- Work to be completed -
Return all of the data exactly, with nothing left out but the pictures.

++++ Stored data ++++

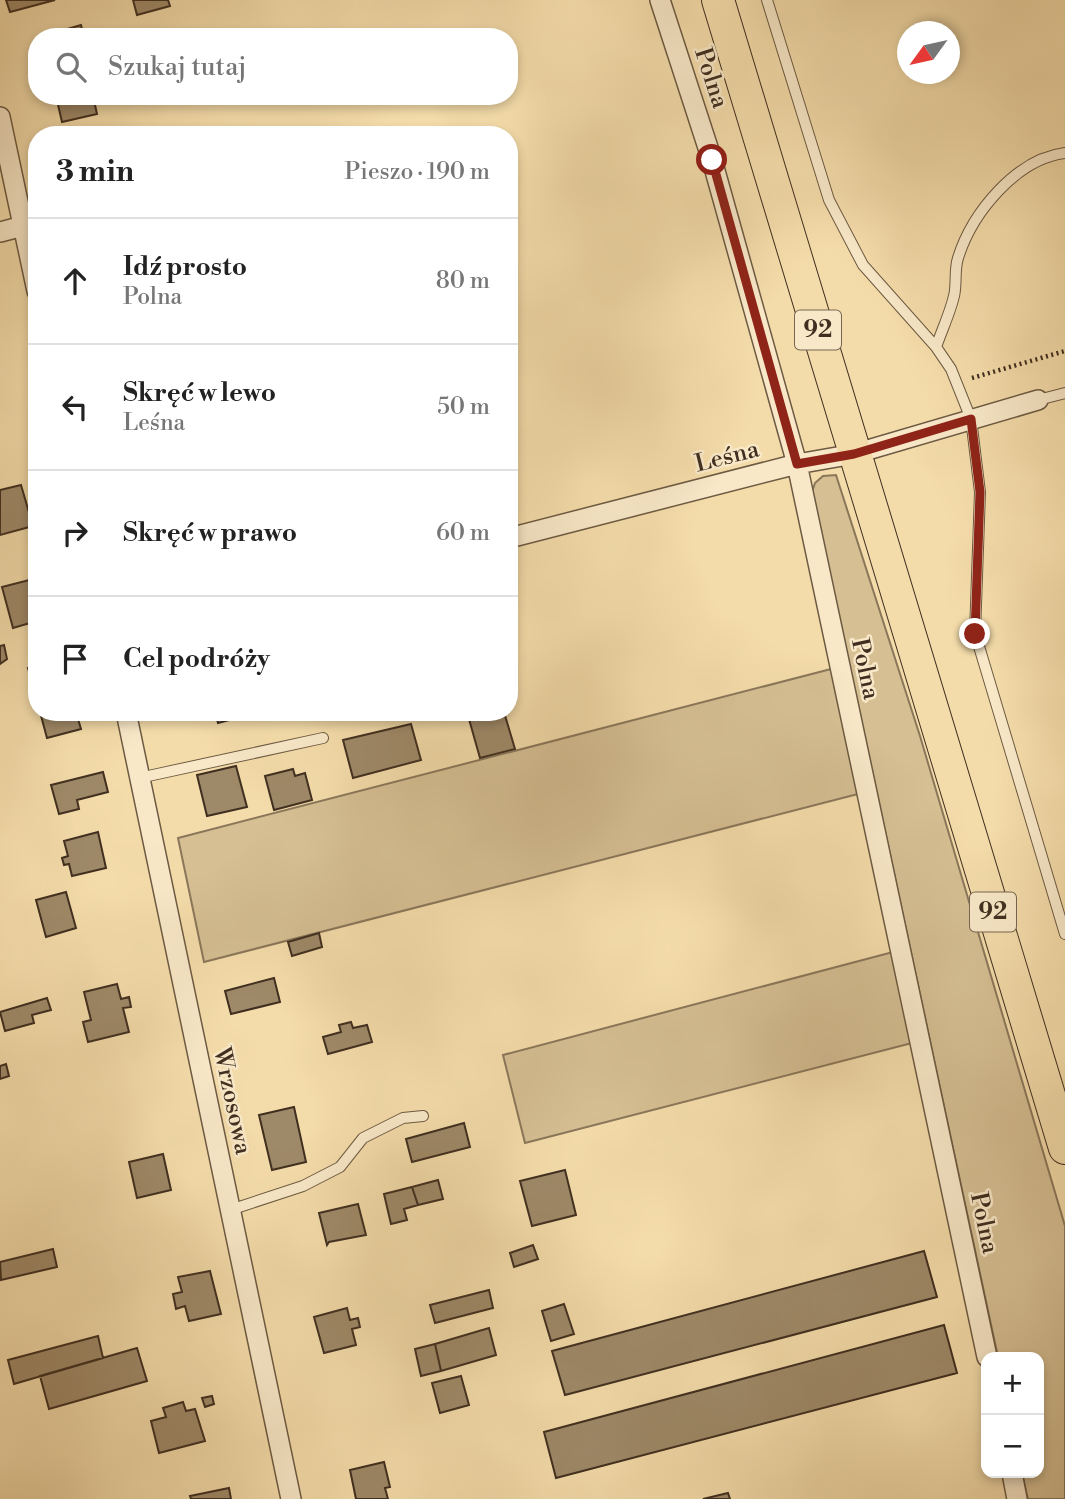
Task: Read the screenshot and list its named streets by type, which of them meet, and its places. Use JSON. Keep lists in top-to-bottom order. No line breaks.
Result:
{"streets":{"main road":["92"],"street":["Polna","Leśna","Wrzosowa"]},"crossings":[["Polna","Leśna"],["92","Leśna"]],"north":"bottom left","page":{"search":"Szukaj tutaj","heading":["3 min","Pieszo · 190 m"],"list":[["Idź prosto","Polna","80 m"],["Skręć w lewo","Leśna","50 m"],["Skręć w prawo","60 m"],"Cel podróży"],"map_buttons":["+","−"]}}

++++

- Task result -
Task: Read the screenshot and list its named streets by type, which of them meet, and its places. Use JSON. Keep lists in top-to-bottom order. No line breaks.
Result:
{"streets":{"main road":["92"],"street":["Polna","Leśna","Wrzosowa"]},"crossings":[["Polna","Leśna"],["92","Leśna"]],"north":"bottom left","page":{"search":"Szukaj tutaj","heading":["3 min","Pieszo · 190 m"],"list":[["Idź prosto","Polna","80 m"],["Skręć w lewo","Leśna","50 m"],["Skręć w prawo","60 m"],"Cel podróży"],"map_buttons":["+","−"]}}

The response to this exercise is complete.